As both patients obtained reductions in seizure frequency and intensity, the occurrence of shoulder joint dislocation was reduced. Patients with medically intractable epilepsy currently benefit from epilepsy focus resection surgery. However, if severe intellectual disorders are present, both epilepsy focus resection surgery and shoulder joint surgery may become much more difficult. These patients thus need to attend the emergency room for shoulder repositioning, which could reduce quality of life for both patients and caregivers. Shoulder joint dislocation caused by epileptic seizures is said to be underestimated.2,3,10 Many patients suffer from shoulder joint dislocation due to frequent seizures without any treatments being suggested. For patients who are unsuitable for shoulder and focus resection surgeries and who suffer from frequent shoulder dislocation, CC could offer a good treatment of last resort.

Conclusion

For patients who are not candidates for focus resection or shoulder-repositioning surgeries and who are suffering from frequent shoulder dislocations, corpus callosotomy could represent a good last-resort treatment.

Acknowledgement

No funding was received for this case series. We are grateful to Dr. Masayuki Abe from the Department of Orthopedic Surgery for advice regarding shoulder dislocation and manuscript preparation.

Ethics approval

The parents of the patients who were not considered capable of providing legal consent, provided written informed consent for publication of these case details.

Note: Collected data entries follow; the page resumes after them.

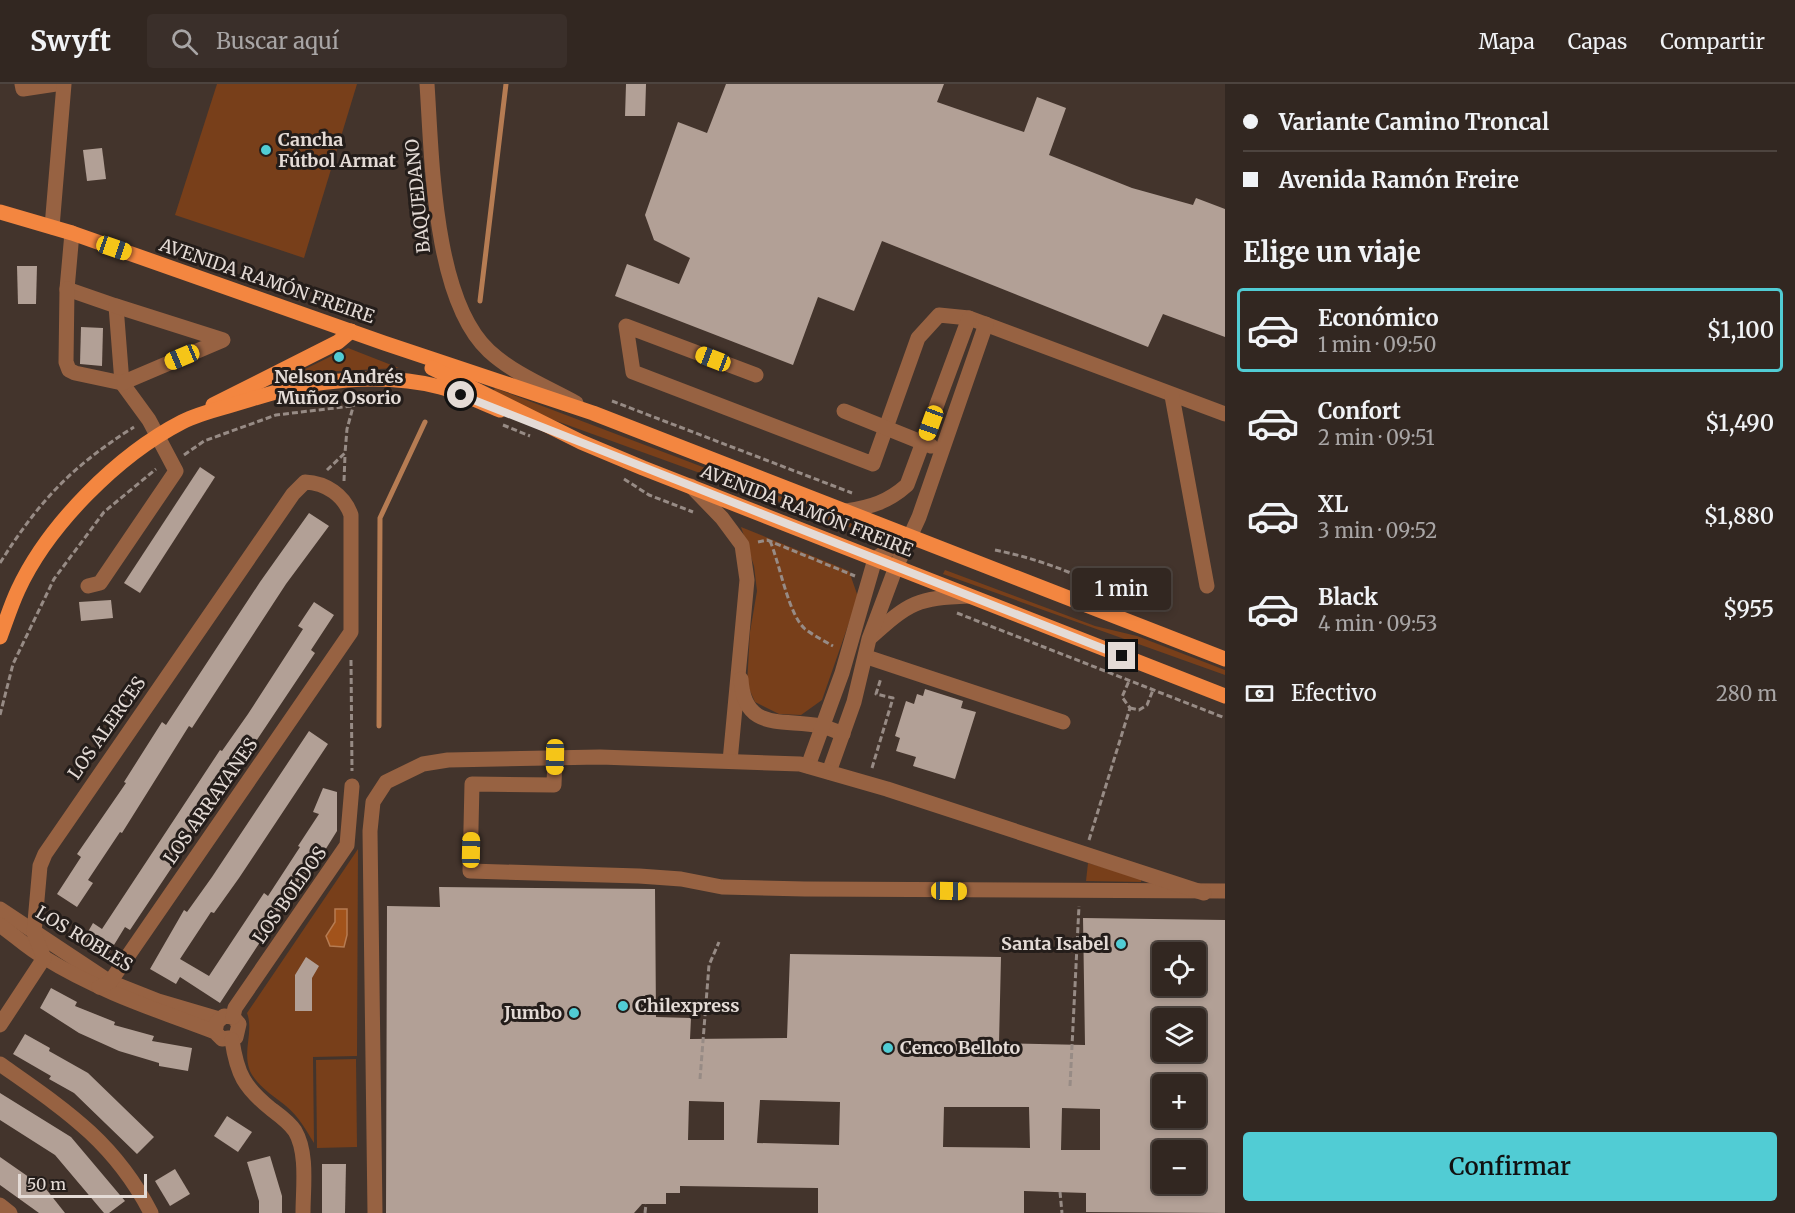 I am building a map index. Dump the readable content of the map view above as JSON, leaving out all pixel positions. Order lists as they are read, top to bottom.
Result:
{
  "streets": {
    "main road": ["AVENIDA RAMÓN FREIRE"],
    "street": [
      "BAQUEDANO",
      "LOS ALERCES",
      "LOS ARRAYANES",
      "LOS BOLDOS",
      "LOS ROBLES"
    ]
  },
  "crossings": [
    ["BAQUEDANO", "AVENIDA RAMÓN FREIRE"],
    ["LOS ALERCES", "LOS ROBLES"],
    ["LOS ARRAYANES", "LOS ROBLES"],
    ["LOS BOLDOS", "LOS ROBLES"]
  ],
  "places": [
    "Cancha Fútbol Armat",
    "Nelson Andrés Muñoz Osorio",
    "Santa Isabel",
    "Chilexpress",
    "Jumbo",
    "Cenco Belloto"
  ],
  "scale_bar": "50 m",
  "page": {
    "header": "Swyft",
    "search": "Buscar aquí",
    "nav": ["Mapa", "Capas", "Compartir"],
    "banner": ["Variante Camino Troncal", "Avenida Ramón Freire"],
    "heading": "Elige un viaje",
    "list": [
      {
        "name": "Económico",
        "note": "1 min · 09:50",
        "value": "$1,100"
      },
      {
        "name": "Confort",
        "note": "2 min · 09:51",
        "value": "$1,490"
      },
      {
        "name": "XL",
        "note": "3 min · 09:52",
        "value": "$1,880"
      },
      {
        "name": "Black",
        "note": "4 min · 09:53",
        "value": "$955"
      }
    ],
    "bubble": "1 min",
    "pay": ["Efectivo", "280 m"],
    "map_buttons": ["+", "−"],
    "buttons": "Confirmar",
    "scale": "50 m"
  }
}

The ethics committee at Seirei Hamamatsu General Hospital approved this study.

Author contributions

Neurosurgical operation: AF, NI. Acquisition of data: TO, KS and AF. Analysis and interpretation of data: AF, TO, and HE. All authors contributed to data analysis, drafting and revising the article, gave final approval of the version to be published, and agree to be accountable for all aspects of the work.

Disclosure

The authors report no conflicts of interest in this work.